1. Keep the 9-5 schedule
Work the same hours you would in an office. If that means a 9-5, do your morning ritual and make a coffee at 9 am, and make sure to shut your computer off and not answer any work emails after 5 pm. If you’re working with someone in another time zone, this can be flexible, but make sure to practice self-care and relax the next day for a bit.
2. Take breaks
Most companies have a policy that allows you to take lunch breaks or a 15-minute pause. Our eyes can easily get tired from the screens on our devices, so make sure to take an hour off for lunch, and some other walks in between to give yourself and your eyes a break.
3. Create rules
If you’re working from home with other people, whether that’s kids who come home or your partner, you need to set boundaries so that you’re not interrupted. Explain to the other people who live in your space that just because you’re working from home doesn’t mean you can pick up slack on pet walks, dishes, or other errands. This will help you stop feeling taken advantage of, and will allow you productivity to thrive.
4. Get out of the house
We‘re all in self-quarantine, but that doesn’t mean you can’t go for a short walk to the park to get some fresh air. It can be depressing to hole yourself up in your home every day, and some oxygen and sunlight will vastly improve your mood, even if it’s just for a few minutes.

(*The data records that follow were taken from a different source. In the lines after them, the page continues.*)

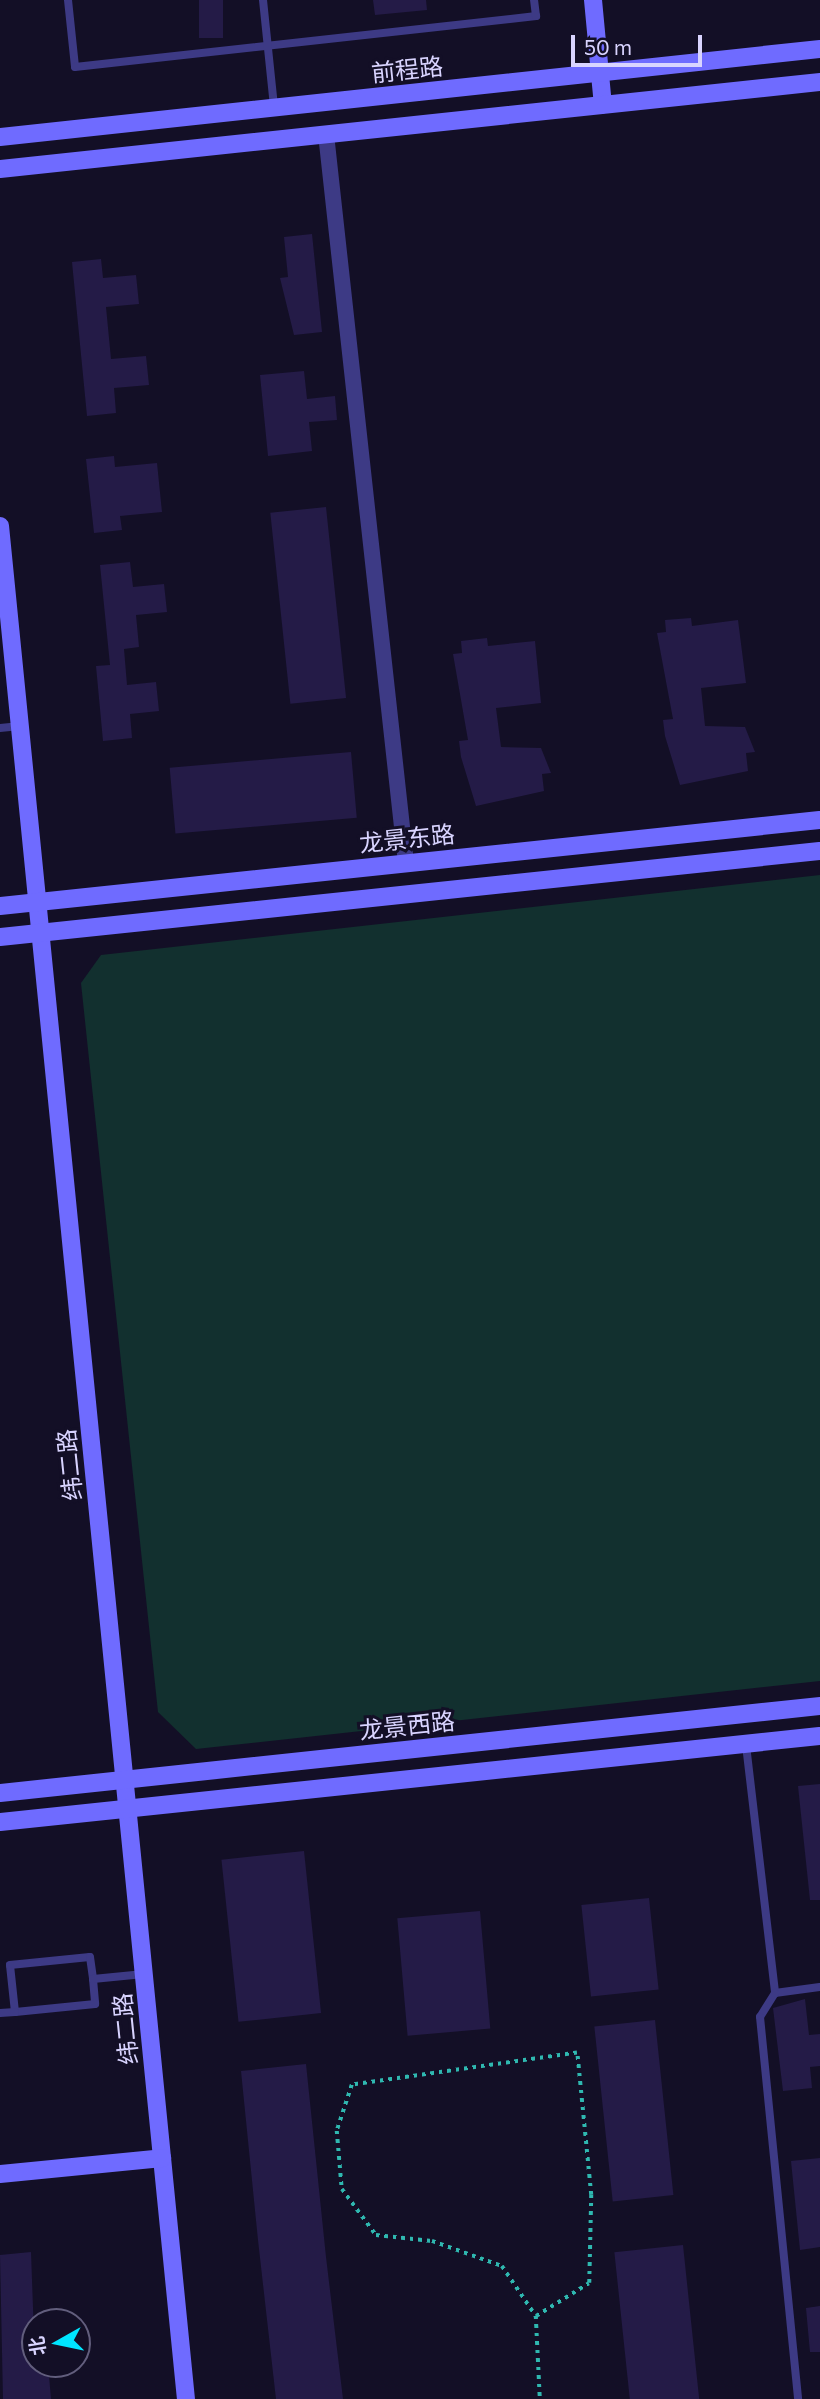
<!DOCTYPE html>
<html>
<head>
<meta charset="utf-8">
<style>
  body { margin:0 }
  #map { position:relative; width:820px; height:2399px; overflow:hidden; background:#130f26; font-family:Commissioner,"Noto Sans SC",sans-serif }
  div>[style] { position:absolute }
  [style*='--x'] { left:calc(var(--x)*1px); top:calc(var(--y)*1px); width:calc(var(--w)*1px); rotate:calc(var(--a)*1deg) }
  .green>* { inset:0; background:#12302f }
  .building>* { inset:0; background:#241b47; transform-origin:0 0 }
  .path>* { height:3.5px; margin-top:-1.75px; transform-origin:0; background:repeating-linear-gradient(90deg,#2fb8b0 0 3.5px,transparent 0 8.5px) }
  .lane>* { height:8px; margin:-4px; padding:0 4px; transform-origin:4px; border-radius:4px; background:#3d3a85 }
  .street>* { height:16px; margin:-8px; padding:0 8px; transform-origin:8px; border-radius:8px; background:#3d3a85 }
  .secondary>* { height:18px; margin:-9px; padding:0 9px; transform-origin:9px; border-radius:9px; background:#6f6bff }
  span { translate:-50% -50%; white-space:nowrap; text-align:center; line-height:1.15; -webkit-text-stroke:6px #130f26; paint-order:stroke }
  .street-label { font-size:24px; color:#d9d4ff }
  .north { position:absolute; left:21px; top:2308px; width:70px; height:70px; box-sizing:border-box; background:#130f26; border:2px solid #625e7d; border-radius:50%; rotate:261deg; font-size:19px; font-weight:700; line-height:28px; text-align:center; color:#d9d4ff }
  .north::after { content:''; display:block; margin:auto; width:24px; height:32px; background:#00e5ff; clip-path:polygon(50% 0,100% 100%,50% 72%,0 100%) }
  .scale { position:absolute; left:571px; top:35px; width:131px; height:32px; box-sizing:border-box; border:4px solid #d9d4ff; border-top:0; padding-left:9px; font-size:21px; line-height:24px; white-space:nowrap; color:#d9d4ff; -webkit-text-stroke:5px #130f26; paint-order:stroke }
</style>
</head>
<body>
<div id="map">
  <div class="green">
    <div style="clip-path:polygon(820px 875px,820px 1681px,196px 1749px,158px 1712px,81px 983px,101px 955px)"></div>
  </div>
  <div class="building">
    <div style="left:199px;top:0;width:24px;height:38px"></div>
    <div style="clip-path:polygon(373px 0,426px 0,427px 10px,375px 15px)"></div>
    <div style="clip-path:polygon(312px 234px,322px 332px,294px 335px,280px 278px,288px 277px,284px 237px)"></div>
    <div style="clip-path:polygon(101px 259px,103px 278px,136px 275px,139px 304px,106px 307px,111px 359px,146px 356px,149px 385px,114px 388px,116px 413px,87px 416px,72px 262px)"></div>
    <div style="clip-path:polygon(304px 371px,307px 399px,335px 396px,337px 420px,309px 422px,312px 451px,268px 456px,260px 375px)"></div>
    <div style="clip-path:polygon(114px 456px,115px 467px,157px 463px,162px 512px,120px 516px,122px 530px,94px 533px,86px 459px)"></div>
    <div style="left:326px;top:507px;width:192px;height:56px;rotate:84deg"></div>
    <div style="clip-path:polygon(130px 562px,133px 587px,164px 584px,167px 612px,136px 615px,139px 647px,124px 649px,127px 685px,156px 682px,159px 711px,130px 714px,132px 738px,103px 741px,96px 666px,110px 665px,100px 565px)"></div>
    <div style="clip-path:polygon(691px 618px,692px 626px,738px 620px,746px 683px,701px 688px,705px 726px,745px 727px,755px 752px,746px 753px,748px 771px,680px 785px,665px 736px,663px 720px,673px 719px,657px 633px,666px 632px,665px 620px)"></div>
    <div style="clip-path:polygon(487px 638px,488px 646px,535px 641px,541px 703px,496px 708px,501px 747px,541px 748px,551px 773px,542px 774px,544px 791px,476px 806px,461px 757px,459px 741px,468px 740px,453px 654px,462px 653px,461px 641px)"></div>
    <div style="left:351px;top:752px;width:66px;height:182px;rotate:85deg"></div>
    <div style="clip-path:polygon(820px 1784px,820px 1900px,810px 1900px,798px 1786px)"></div>
    <div style="left:304px;top:1851px;width:163px;height:83px;rotate:84deg"></div>
    <div style="left:649px;top:1898px;width:92px;height:68px;rotate:84deg"></div>
    <div style="left:480px;top:1911px;width:118px;height:83px;rotate:85deg"></div>
    <div style="clip-path:polygon(805px 1999px,809px 2035px,820px 2034px,820px 2066px,810px 2067px,812px 2088px,783px 2091px,773px 2008px)"></div>
    <div style="left:655px;top:2020px;width:176px;height:61px;rotate:84deg"></div>
    <div style="clip-path:polygon(306px 2064px,326px 2257px,343px 2399px,276px 2399px,258px 2240px,241px 2071px)"></div>
    <div style="clip-path:polygon(820px 2158px,820px 2247px,800px 2250px,791px 2161px)"></div>
    <div style="left:683px;top:2245px;width:155px;height:69px;rotate:84deg"></div>
    <div style="clip-path:polygon(31px 2252px,35px 2364px,48px 2364px,51px 2399px,3px 2399px,0 2255px)"></div>
    <div style="clip-path:polygon(820px 2306px,820px 2352px,810px 2352px,806px 2308px)"></div>
  </div>
  <div class="path">
    <div style="--x:536;--y:2316;--w:62;--a:-31.9"></div>
    <div style="--x:589;--y:2283;--w:88;--a:-88.7"></div>
    <div style="--x:591;--y:2195;--w:143;--a:-95.6"></div>
    <div style="--x:577;--y:2053;--w:227;--a:171.9"></div>
    <div style="--x:352;--y:2085;--w:48;--a:108.1"></div>
    <div style="--x:337;--y:2131;--w:58;--a:85.1"></div>
    <div style="--x:342;--y:2189;--w:57;--a:53.5"></div>
    <div style="--x:376;--y:2235;--w:56;--a:6.1"></div>
    <div style="--x:432;--y:2241;--w:74;--a:19.7"></div>
    <div style="--x:502;--y:2266;--w:60;--a:55.8"></div>
    <div style="--x:536;--y:2316;--w:83;--a:87.2"></div>
  </div>
  <div class="lane">
    <div style="--x:68;--y:0;--w:67;--a:84"></div>
    <div style="--x:75;--y:67;--w:464;--a:-6.3"></div>
    <div style="--x:536;--y:16;--w:16;--a:-97"></div>
    <div style="--x:263;--y:0;--w:108;--a:84.1"></div>
    <div style="--x:0;--y:728;--w:20;--a:-6"></div>
    <div style="--x:746;--y:1745;--w:250;--a:83.3"></div>
    <div style="--x:775;--y:1993;--w:45;--a:-7.6"></div>
    <div style="--x:93;--y:1979;--w:25;--a:85"></div>
    <div style="--x:95;--y:2004;--w:80;--a:174.3"></div>
    <div style="--x:15;--y:2012;--w:47;--a:-96.1"></div>
    <div style="--x:10;--y:1965;--w:80;--a:-5.7"></div>
    <div style="--x:90;--y:1957;--w:22;--a:82"></div>
    <div style="--x:93;--y:1979;--w:51;--a:-5.6"></div>
    <div style="--x:775;--y:1993;--w:28;--a:122"></div>
    <div style="--x:760;--y:2017;--w:384;--a:84.3"></div>
    <div style="--x:0;--y:2013;--w:15;--a:-4"></div>
  </div>
  <div class="street">
    <div style="--x:326;--y:134;--w:733;--a:83.74"></div>
  </div>
  <div class="secondary">
    <div style="--x:593;--y:0;--w:105;--a:84.6"></div>
    <div style="--x:0;--y:137;--w:825;--a:-6.13"></div>
    <div style="--x:0;--y:169;--w:825;--a:-6.06"></div>
    <div style="--x:0;--y:526;--w:1882;--a:84.33"></div>
    <div style="--x:0;--y:906;--w:824;--a:-5.99"></div>
    <div style="--x:0;--y:937;--w:824;--a:-5.99"></div>
    <div style="--x:0;--y:1793;--w:825;--a:-6.06"></div>
    <div style="--x:0;--y:1822;--w:824;--a:-5.99"></div>
    <div style="--x:0;--y:2174;--w:163;--a:-5.6"></div>
  </div>
  <div class="street-label">
    <span style="left:407px;top:69px;rotate:-6deg">前程路</span>
    <span style="left:407px;top:838px;rotate:-6deg">龙景东路</span>
    <span style="left:69px;top:1465px;rotate:-96deg">纬二路</span>
    <span style="left:407px;top:1725px;rotate:-6deg">龙景西路</span>
    <span style="left:125px;top:2029px;rotate:-96deg">纬二路</span>
  </div>
  <div class="north">北</div>
  <div class="scale">50 m</div>
</div>
</body>
</html>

5. Try not to work from the couch – focus on ergonomics
It’s not necessary to have a separate office room. Though that would be ideal, it’s not realistic for many who don’t have too much space in their home. Working from your couch, especially on a laptop, can wreak havoc on your upper, mid, and lower back, as well as aggravating sciatica. Try to use a desk, and lift your laptop up with books, maintaining 90 degrees at the bend of your elbow and knees, while sitting up as straight as possible.
6. Virtual socialization
When working remotely, it can be easy to feel lonely and isolated, especially for social butterflies. Start a Slack, Skype, or Zoom chat room, or some other form of communication where you can talk with other employees about common interests or any other small talk that takes the pressure off. Many refer to this as “water cooler chat.” Communication and reaching out to those around you for support is a big part of working remotely.
7. Communicate, communicate, communicate
Over-communication isn’t just a thing with remote work – it’s necessary. Talking face to face is obviously easier, but share as much as possible with your fellow colleagues and employers. Even if you think you’re spelling it out too obviously, things can get a lot murkier from behind your keyboard, so spare yourself the stress and be as clear and straightforward as possible, encouraging the same from people around you.
8. Try to get out of those pajamas and brush your teeth
You can totally self-indulge and get comfy once in a while, but dressing too comfortably from home every day has been proven to affect productivity. If you stick to your personal hygiene and grooming routine, putting on an outfit that’s appropriate for the public, you’ll feel more professional and focused as your workday goes on.
9. Use headphones and mute microphone for conferences
Doing video conferences can be frustrating and uncomfortable, but are an important part of working from home. This won’t only help with communication but will make you feel more connected to other human beings around you, and builds more meaningful interactions and stronger relationships between co-workers.